# Working with Decision Trees
*Curtis Miller*

A **decision tree** is a classification algorithm where a series of true/false questions about the data are answered to predict the value of a target variable. This usually is visualized by a tree that one traces to make predictions. A nice feature of this algorithm is that it's a heuristic a human can easily interpret and use. However, decision trees are especially prone to overfitting.

Decision tree classifiers can be implemented using the **scikit-learn** class `DecisionTreeClassifier`. The algorithm tries to train a decision tree that quickly makes accurate decisions on training data.

The hyperparameter I want to draw particular attention to is the maximum depth a decision tree may have. Trees with high depth may be more prone to overfitting with trees with low depth, while trees with low depth may underfit.

We will see how well decision trees predict who survived the *Titanic* disaster. I load in the *Titanic* dataset below.

In [None]:
import pandas as pd
from pandas import DataFrame
from sklearn.model_selection import train_test_split, cross_validate
from sklearn.metrics import classification_report

In [None]:
titanic = pd.read_csv("titanic.csv")
titanic.head()

In [None]:
titanic_train, titanic_test = train_test_split(titanic)
titanic_train.head()

## Fitting a Decision Tree

We will fit a decision tree without specifying a maximum depth. We will also visualize the tree. (I grabbed the code for visualizing the tree from a [blog post by "Russel"](https://medium.com/@rnbrown/creating-and-visualizing-decision-trees-with-python-f8e8fa394176).)

In [None]:
from sklearn.tree import DecisionTreeClassifier
from sklearn.externals.six import StringIO  
from IPython.display import Image  
from sklearn.tree import export_graphviz
import pydotplus

In [None]:
tree1 = DecisionTreeClassifier()

tree1 = tree1.fit(X=titanic_train.replace({'Sex': {'male': 0, 'female': 1}}    # Replace strings with numbers
                                         ).drop(["Survived", "Name"], axis=1),
                  y=titanic_train.Survived)

# Example prediction
tree1.predict([[2, 0, 26, 0, 0, 30]])    # A male in second class age 26 with no spouse or child aboard who paid $30 fare

In [None]:
pred1 = tree1.predict(titanic_train.replace({'Sex': {'male': 0, 'female': 1}}
                                           ).drop(["Survived", "Name"], axis=1))
print(classification_report(titanic_train.Survived, pred1))

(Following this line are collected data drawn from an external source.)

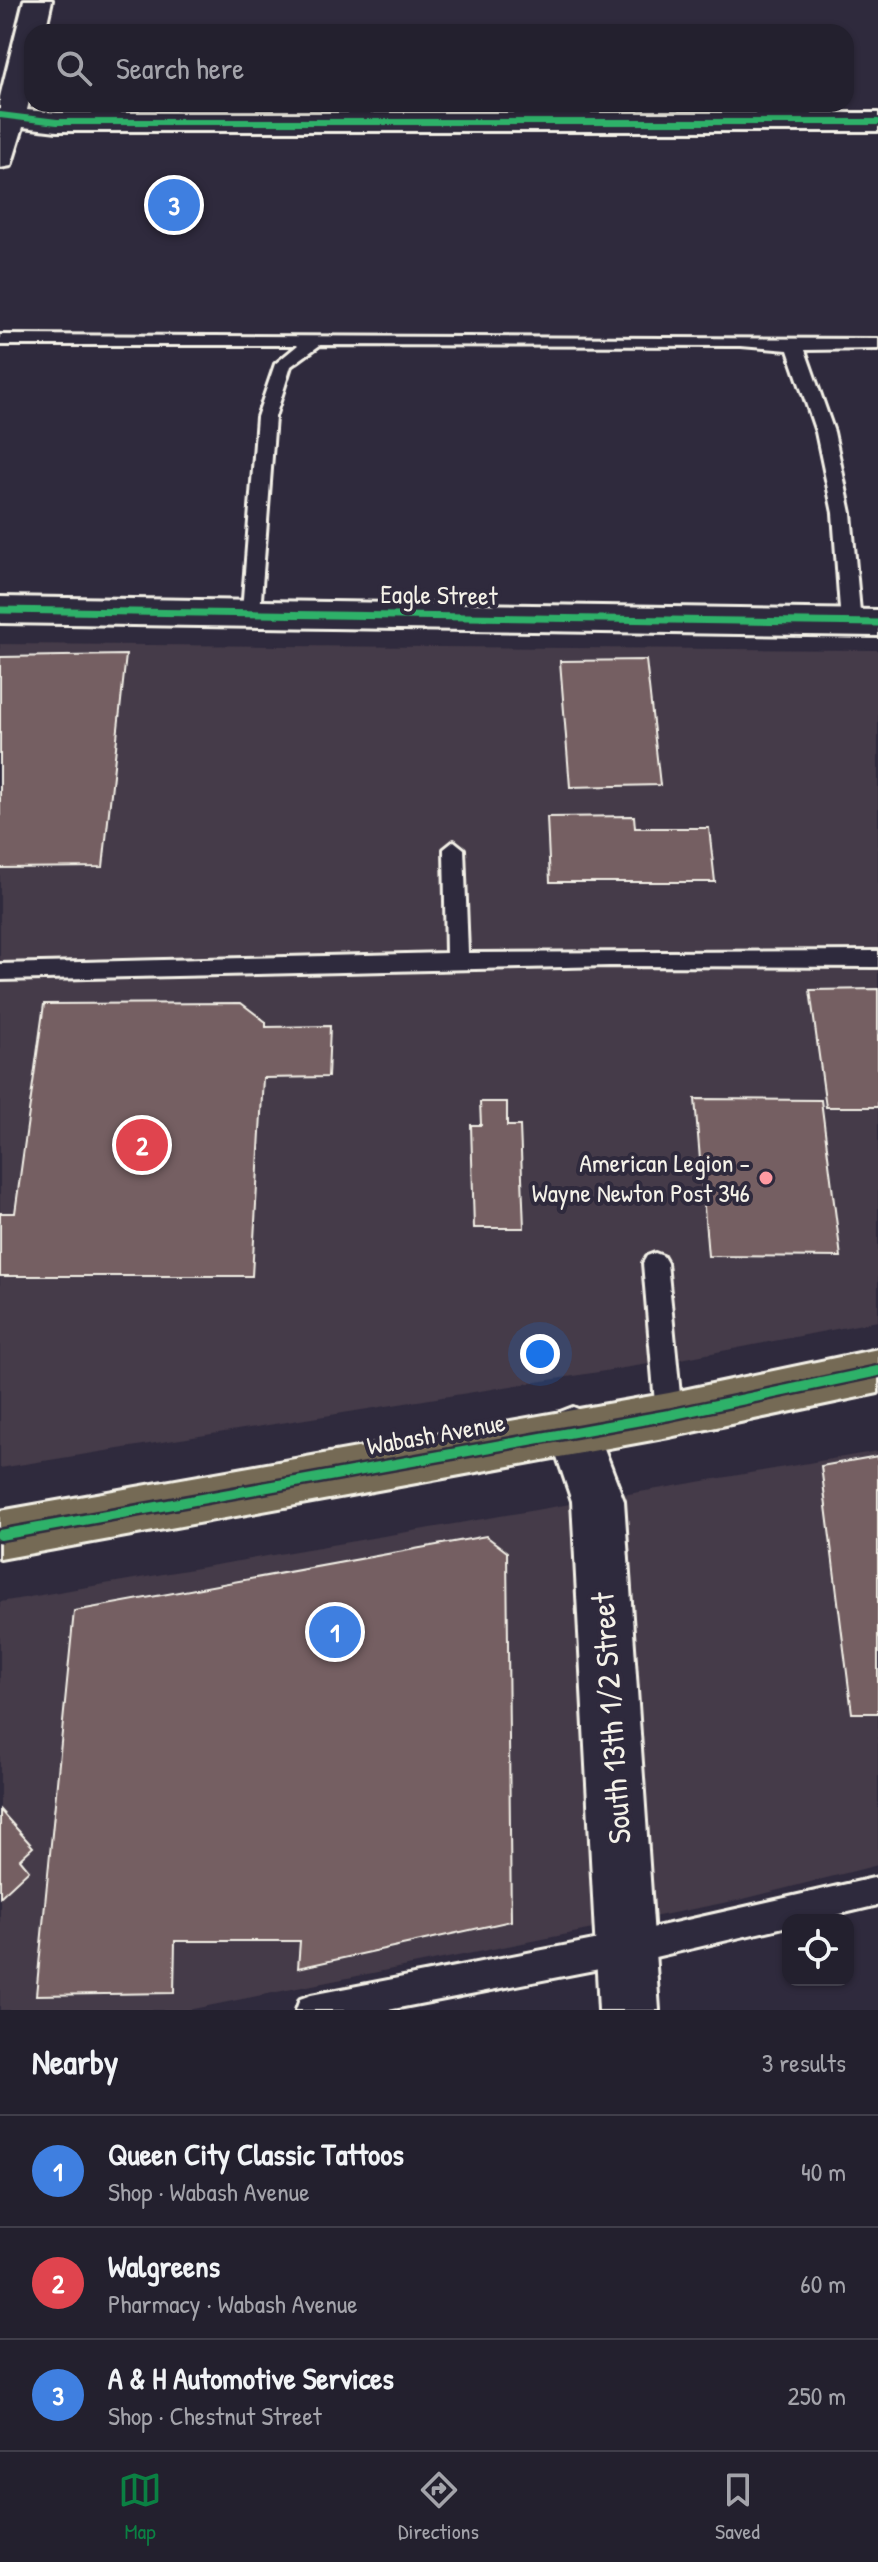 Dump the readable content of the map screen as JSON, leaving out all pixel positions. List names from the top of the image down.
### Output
{
  "streets": {
    "main road": ["Wabash Avenue"],
    "street": ["Eagle Street", "South 13th 1/2 Street"]
  },
  "crossings": [
    ["Wabash Avenue", "South 13th 1/2 Street"]
  ],
  "places": ["American Legion - Wayne Newton Post 346"],
  "page": {
    "search": "Search here",
    "pins": ["3", "2", "1"],
    "heading": ["Nearby", "3 results"],
    "list": [
      {
        "mark": "1",
        "name": "Queen City Classic Tattoos",
        "note": "Shop · Wabash Avenue",
        "value": "40 m"
      },
      {
        "mark": "2",
        "name": "Walgreens",
        "note": "Pharmacy · Wabash Avenue",
        "value": "60 m"
      },
      {
        "mark": "3",
        "name": "A & H Automotive Services",
        "note": "Shop · Chestnut Street",
        "value": "250 m"
      }
    ],
    "nav": ["Map", "Directions", "Saved"]
  }
}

We can see that on the training data the algorithm is highly accurate, but there's a good chance the model overfit the data.

We can visualize the resulting tree like so. (You will need to install [Graphviz](http://www.graphviz.org/), an open source software package for visualizing graphs, including decision trees.)

In [None]:
# From here: https://medium.com/@rnbrown/creating-and-visualizing-decision-trees-with-python-f8e8fa394176
dot_data = StringIO()

export_graphviz(tree1,    # Function for exporting a visualization of the tree
                out_file=dot_data,
                # Data controlling the display of the graph
                filled=True, rounded=True,
                special_characters=True,
                feature_names=["Pclass", "Sex", "Age", "Siblings/Spouses Aboard", "Parents/Children Aboard",
                               "Fare"],    # Use the name of the features
                proportion=True)    # Show proportions for labels

# Display graph in Jupyter notebook
graph1 = pydotplus.graph_from_dot_data(dot_data.getvalue())  
Image(graph1.create_png())

A graph this complex is probably overfitting. In fact, let's peek to see how this would do on the test data.

In [None]:
pred2 = tree1.predict(titanic_test.replace({'Sex': {'male': 0, 'female': 1}}
                                          ).drop(["Survived", "Name"], axis=1))
print(classification_report(titanic_test.Survived, pred2))

Performance dropped significantly. This is likely no better than the "predict most frequent label" algorithm.

## Restricting Tree Depth

We can control overfitting by restricting the depth of the tree. For example, let's see a tree that does not go deeper than three levels.

In [None]:
tree2 = DecisionTreeClassifier(max_depth=3)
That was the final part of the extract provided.